No documento final da conferência de cúpula encerrada neste sábado (16) em Barcelona, os chefes de governo e de Estado da União Européia posicionam-se de maneira tão clara como nunca em relação ao conflito entre Israel e palestinos. Condenam os "ataques terroristas indiscriminados das últimas semanas, bem como a morte e ferimento de civis inocentes", exigindo de ambas as partes a observação das normas internacionais dos direitos humanos.

Segundo a declaração, "uma das mais fortes" que a UE aprovou até hoje, na opinião da ministra austríaca do Exterior, Benita Ferrero-Waldner, Israel deve "retirar imediatamente suas tropas das regiões controladas pela Autoridade Nacional Palestina, suspender as execuções extrajuduciárias, os bloqueios e restrições, a política de assentamentos e cumprir o direito internacional". À Autoridade Nacional Palestina, por sua vez, cabe "a responsabilidade pelo combate ao terrorismo com todos os meios de que dispõe".

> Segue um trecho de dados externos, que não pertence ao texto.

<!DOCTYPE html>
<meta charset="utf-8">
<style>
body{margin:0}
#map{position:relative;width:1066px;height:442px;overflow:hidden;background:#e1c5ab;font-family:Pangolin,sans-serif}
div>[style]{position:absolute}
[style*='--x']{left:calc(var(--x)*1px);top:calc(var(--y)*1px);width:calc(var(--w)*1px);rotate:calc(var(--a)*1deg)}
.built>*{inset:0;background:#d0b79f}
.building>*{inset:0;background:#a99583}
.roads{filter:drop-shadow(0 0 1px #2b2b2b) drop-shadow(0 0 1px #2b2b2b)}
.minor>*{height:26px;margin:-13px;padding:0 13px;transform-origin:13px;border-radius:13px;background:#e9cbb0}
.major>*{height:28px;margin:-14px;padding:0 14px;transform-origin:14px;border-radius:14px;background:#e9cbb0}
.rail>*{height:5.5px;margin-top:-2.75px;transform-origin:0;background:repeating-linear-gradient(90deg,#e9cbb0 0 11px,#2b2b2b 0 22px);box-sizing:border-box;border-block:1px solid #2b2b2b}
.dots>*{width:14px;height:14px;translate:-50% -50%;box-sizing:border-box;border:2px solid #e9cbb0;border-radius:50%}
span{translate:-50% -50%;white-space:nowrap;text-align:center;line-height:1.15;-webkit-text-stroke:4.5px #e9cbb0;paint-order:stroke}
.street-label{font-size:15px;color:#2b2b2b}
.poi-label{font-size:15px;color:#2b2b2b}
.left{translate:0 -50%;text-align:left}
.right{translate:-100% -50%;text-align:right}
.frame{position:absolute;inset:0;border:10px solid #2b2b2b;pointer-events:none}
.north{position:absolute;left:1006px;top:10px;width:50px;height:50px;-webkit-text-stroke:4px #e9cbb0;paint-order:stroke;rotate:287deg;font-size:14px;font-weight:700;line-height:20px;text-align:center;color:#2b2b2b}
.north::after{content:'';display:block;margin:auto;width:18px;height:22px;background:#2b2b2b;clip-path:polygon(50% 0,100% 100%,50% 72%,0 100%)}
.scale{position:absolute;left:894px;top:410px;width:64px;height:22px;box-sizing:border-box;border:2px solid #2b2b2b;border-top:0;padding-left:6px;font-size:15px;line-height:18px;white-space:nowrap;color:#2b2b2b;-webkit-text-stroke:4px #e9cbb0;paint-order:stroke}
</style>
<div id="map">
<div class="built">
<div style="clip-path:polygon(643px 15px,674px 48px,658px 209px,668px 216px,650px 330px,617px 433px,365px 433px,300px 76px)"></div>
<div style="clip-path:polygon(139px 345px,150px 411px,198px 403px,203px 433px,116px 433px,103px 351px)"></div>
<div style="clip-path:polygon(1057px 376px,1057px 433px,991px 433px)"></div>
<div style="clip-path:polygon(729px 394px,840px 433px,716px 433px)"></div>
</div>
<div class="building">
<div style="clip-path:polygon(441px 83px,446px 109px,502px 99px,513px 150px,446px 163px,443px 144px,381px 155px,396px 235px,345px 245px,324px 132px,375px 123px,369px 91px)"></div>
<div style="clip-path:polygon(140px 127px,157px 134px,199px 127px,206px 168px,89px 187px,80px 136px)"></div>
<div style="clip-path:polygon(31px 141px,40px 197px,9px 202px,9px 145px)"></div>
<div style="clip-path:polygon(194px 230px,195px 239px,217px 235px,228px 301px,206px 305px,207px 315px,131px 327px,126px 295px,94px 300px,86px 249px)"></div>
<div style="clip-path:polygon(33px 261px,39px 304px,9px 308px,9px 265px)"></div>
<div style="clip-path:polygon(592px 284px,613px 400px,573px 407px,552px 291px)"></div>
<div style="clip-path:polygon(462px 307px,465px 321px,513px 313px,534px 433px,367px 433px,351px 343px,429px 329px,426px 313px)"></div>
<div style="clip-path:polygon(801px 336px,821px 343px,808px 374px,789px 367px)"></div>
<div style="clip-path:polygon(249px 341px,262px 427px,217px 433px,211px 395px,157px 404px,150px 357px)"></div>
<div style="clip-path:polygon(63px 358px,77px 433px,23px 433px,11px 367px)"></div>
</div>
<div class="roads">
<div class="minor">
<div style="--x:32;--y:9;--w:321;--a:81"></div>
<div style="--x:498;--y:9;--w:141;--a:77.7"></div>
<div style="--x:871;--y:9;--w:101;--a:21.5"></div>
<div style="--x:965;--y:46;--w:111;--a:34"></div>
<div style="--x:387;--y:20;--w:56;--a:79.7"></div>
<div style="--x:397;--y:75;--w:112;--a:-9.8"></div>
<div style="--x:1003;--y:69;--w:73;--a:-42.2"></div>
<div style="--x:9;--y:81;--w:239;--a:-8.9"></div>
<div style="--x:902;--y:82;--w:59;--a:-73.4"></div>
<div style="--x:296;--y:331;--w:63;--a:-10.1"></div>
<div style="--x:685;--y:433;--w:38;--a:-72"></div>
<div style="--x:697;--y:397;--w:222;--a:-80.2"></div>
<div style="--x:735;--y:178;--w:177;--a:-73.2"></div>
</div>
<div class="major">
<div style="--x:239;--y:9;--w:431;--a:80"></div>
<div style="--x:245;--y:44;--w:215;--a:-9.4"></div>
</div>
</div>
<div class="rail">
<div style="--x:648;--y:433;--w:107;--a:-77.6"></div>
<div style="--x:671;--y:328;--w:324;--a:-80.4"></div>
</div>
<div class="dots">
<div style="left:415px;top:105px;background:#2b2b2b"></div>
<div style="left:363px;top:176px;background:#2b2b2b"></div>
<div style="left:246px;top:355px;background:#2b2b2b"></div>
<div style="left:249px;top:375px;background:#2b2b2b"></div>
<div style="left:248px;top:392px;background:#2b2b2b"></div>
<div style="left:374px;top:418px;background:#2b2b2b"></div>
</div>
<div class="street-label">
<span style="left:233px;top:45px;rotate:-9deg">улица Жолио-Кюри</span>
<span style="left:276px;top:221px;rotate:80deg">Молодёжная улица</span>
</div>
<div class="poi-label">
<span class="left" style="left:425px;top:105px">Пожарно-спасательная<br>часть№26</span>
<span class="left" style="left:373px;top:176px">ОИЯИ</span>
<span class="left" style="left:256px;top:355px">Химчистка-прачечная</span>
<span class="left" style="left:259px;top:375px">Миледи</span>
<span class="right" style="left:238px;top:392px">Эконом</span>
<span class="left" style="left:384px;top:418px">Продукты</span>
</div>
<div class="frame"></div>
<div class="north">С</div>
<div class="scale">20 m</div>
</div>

A comunidade dos 15 estabelece para a solução do conflito duas metas gerais: a criação de um Estado da Palestina democrático e independente, após a suspensão da ocupação que dura desde 1967; e o reconhecimento do direito de Israel de viver dentro de fronteiras seguras, assegurado pela comunidade dos povos e sobretudo pelos países árabes.